**Stored items**:
· · · · · · ·
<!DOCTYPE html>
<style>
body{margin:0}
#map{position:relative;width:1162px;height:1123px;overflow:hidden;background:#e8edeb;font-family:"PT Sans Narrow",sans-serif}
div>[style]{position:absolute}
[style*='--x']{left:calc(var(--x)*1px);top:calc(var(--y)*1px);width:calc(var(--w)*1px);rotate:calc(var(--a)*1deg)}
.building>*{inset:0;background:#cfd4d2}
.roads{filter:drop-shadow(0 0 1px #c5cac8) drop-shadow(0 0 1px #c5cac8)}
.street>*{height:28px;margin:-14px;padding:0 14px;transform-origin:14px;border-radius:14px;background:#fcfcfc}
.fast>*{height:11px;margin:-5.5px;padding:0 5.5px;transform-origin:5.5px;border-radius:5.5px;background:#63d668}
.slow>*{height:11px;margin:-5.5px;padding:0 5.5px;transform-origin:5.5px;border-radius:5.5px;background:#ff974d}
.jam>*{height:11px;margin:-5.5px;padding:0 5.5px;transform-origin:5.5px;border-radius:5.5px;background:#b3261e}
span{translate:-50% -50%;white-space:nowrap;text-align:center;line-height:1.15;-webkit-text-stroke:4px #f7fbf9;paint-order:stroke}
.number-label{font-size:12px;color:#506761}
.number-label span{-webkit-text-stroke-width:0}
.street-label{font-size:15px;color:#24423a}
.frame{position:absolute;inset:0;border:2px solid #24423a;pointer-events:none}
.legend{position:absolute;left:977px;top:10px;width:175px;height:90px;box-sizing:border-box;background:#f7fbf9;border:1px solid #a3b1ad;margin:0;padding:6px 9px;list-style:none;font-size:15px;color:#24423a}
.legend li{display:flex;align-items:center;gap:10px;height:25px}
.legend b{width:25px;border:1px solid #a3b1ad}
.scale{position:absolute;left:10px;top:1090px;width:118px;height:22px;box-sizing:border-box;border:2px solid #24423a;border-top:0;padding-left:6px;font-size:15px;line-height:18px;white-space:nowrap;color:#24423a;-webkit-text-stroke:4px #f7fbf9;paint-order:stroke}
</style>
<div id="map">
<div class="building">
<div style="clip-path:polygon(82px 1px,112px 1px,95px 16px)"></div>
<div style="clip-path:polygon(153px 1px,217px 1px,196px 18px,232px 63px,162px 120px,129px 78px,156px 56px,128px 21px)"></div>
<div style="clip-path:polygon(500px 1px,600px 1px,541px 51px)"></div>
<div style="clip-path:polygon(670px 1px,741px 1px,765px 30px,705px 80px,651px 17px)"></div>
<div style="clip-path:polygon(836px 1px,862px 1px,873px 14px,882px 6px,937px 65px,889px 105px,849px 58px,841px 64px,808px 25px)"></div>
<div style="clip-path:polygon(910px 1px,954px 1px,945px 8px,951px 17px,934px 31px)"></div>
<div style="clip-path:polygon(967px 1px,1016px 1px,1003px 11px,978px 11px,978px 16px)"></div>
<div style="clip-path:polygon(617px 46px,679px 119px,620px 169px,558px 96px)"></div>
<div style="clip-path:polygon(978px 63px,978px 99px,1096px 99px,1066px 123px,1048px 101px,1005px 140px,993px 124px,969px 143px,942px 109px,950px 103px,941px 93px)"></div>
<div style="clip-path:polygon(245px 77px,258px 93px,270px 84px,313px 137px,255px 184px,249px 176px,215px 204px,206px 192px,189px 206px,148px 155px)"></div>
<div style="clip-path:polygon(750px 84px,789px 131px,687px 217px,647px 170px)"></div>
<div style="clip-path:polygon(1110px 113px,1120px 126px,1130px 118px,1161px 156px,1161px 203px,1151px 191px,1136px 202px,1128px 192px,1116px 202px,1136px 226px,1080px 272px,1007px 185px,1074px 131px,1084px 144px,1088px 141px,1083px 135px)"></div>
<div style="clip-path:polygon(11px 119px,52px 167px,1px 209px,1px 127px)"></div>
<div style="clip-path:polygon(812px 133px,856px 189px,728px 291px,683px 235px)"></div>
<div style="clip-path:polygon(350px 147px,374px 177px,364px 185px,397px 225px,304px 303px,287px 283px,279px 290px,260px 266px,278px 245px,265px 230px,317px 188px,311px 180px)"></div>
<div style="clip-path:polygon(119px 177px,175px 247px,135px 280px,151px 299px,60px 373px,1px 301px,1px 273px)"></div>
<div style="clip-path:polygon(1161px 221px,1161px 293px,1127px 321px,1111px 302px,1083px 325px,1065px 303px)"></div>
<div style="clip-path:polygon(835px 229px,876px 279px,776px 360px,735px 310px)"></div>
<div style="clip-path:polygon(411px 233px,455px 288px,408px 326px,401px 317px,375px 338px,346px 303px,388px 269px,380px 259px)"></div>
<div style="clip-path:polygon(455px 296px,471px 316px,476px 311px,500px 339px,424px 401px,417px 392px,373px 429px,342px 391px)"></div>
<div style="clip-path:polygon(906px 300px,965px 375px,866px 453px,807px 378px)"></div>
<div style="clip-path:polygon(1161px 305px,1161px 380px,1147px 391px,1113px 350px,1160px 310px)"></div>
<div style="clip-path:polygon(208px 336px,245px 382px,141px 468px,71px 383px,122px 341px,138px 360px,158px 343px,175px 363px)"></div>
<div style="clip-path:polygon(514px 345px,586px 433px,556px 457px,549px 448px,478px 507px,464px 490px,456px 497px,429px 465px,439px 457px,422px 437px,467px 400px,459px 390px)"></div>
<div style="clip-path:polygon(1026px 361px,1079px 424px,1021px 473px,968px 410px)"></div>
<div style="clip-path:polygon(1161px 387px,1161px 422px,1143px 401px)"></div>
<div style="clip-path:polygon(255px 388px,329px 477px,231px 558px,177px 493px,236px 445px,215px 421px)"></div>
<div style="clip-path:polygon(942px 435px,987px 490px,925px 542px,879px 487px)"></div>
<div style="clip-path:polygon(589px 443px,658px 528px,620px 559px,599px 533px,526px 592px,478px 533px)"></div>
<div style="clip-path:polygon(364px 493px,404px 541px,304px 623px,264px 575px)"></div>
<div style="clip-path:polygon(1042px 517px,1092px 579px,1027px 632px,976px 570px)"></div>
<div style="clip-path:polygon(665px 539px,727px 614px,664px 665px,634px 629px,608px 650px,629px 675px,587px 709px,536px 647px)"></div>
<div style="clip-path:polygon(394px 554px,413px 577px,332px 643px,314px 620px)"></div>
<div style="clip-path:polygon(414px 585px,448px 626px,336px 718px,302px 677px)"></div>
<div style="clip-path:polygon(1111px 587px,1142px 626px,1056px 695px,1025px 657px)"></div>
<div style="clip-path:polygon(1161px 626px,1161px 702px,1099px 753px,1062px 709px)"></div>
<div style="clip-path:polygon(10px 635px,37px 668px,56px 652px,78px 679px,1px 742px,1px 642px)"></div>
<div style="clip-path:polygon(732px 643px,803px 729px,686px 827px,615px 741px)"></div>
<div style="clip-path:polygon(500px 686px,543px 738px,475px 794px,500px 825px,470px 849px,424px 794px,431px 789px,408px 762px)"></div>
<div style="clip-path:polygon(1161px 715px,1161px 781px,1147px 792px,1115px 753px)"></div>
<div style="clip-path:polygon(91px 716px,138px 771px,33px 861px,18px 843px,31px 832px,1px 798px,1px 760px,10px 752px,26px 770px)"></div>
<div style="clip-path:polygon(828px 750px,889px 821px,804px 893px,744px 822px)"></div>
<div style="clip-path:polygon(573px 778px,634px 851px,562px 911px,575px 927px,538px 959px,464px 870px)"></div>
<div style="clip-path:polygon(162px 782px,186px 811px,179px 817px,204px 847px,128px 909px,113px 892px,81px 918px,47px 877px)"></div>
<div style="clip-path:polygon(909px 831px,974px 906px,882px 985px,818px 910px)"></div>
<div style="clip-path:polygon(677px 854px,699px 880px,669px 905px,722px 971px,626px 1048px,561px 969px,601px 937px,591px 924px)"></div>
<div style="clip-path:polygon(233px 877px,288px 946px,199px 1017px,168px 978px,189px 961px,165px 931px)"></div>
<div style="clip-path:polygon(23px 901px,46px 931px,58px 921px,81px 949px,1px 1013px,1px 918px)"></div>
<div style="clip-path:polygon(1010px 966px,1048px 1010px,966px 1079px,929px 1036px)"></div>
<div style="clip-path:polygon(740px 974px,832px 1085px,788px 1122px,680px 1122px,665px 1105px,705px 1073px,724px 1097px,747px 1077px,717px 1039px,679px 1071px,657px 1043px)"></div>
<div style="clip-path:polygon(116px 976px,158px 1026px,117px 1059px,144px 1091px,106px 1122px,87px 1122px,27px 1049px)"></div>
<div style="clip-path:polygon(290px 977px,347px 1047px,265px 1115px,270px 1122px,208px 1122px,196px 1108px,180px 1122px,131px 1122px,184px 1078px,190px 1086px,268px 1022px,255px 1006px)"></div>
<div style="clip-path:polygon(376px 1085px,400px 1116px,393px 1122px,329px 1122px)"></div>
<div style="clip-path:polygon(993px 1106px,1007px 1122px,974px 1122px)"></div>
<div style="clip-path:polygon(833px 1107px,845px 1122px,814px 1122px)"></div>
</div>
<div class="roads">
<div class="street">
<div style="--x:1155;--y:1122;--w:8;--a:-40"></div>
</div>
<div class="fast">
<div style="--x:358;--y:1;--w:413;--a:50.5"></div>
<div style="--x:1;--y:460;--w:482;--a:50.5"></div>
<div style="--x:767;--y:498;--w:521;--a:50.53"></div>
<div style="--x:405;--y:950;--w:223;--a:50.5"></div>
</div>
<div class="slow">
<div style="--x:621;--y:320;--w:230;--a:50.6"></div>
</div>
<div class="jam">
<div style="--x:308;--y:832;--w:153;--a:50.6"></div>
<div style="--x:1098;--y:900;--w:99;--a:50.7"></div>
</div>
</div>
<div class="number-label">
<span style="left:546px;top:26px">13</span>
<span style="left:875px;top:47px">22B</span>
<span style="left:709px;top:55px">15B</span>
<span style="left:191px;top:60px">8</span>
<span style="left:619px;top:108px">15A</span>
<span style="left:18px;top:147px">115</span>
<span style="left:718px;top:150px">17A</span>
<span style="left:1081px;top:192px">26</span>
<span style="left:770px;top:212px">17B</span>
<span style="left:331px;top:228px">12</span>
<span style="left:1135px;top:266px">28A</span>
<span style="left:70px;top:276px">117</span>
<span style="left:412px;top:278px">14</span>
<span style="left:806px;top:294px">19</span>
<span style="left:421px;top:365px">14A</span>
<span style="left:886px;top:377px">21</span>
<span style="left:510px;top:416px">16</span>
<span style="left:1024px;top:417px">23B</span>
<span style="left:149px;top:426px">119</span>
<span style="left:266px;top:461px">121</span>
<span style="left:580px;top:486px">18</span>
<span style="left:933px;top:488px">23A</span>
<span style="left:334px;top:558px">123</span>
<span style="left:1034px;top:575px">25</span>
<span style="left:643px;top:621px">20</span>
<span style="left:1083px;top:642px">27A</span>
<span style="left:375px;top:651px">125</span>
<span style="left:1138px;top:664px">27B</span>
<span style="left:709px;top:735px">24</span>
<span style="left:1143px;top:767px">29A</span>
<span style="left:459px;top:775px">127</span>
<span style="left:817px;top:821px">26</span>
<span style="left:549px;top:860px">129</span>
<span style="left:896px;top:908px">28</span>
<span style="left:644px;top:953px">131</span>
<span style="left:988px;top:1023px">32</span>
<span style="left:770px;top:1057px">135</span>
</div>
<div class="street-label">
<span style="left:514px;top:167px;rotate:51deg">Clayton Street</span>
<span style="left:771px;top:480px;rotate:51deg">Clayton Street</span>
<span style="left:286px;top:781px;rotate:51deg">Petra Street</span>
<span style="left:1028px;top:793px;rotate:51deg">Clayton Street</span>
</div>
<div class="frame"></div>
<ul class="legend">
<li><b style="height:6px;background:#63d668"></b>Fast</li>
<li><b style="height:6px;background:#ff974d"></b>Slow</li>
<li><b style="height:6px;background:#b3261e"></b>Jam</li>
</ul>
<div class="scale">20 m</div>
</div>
· · · · · · ·
Starting with the first line of the data above, copy each line exactly until you reach the line with "1px #c5cac8) drop-shadow(0"; include that line as well.

**ANSWER BOX**:
<!DOCTYPE html>
<style>
body{margin:0}
#map{position:relative;width:1162px;height:1123px;overflow:hidden;background:#e8edeb;font-family:"PT Sans Narrow",sans-serif}
div>[style]{position:absolute}
[style*='--x']{left:calc(var(--x)*1px);top:calc(var(--y)*1px);width:calc(var(--w)*1px);rotate:calc(var(--a)*1deg)}
.building>*{inset:0;background:#cfd4d2}
.roads{filter:drop-shadow(0 0 1px #c5cac8) drop-shadow(0 0 1px #c5cac8)}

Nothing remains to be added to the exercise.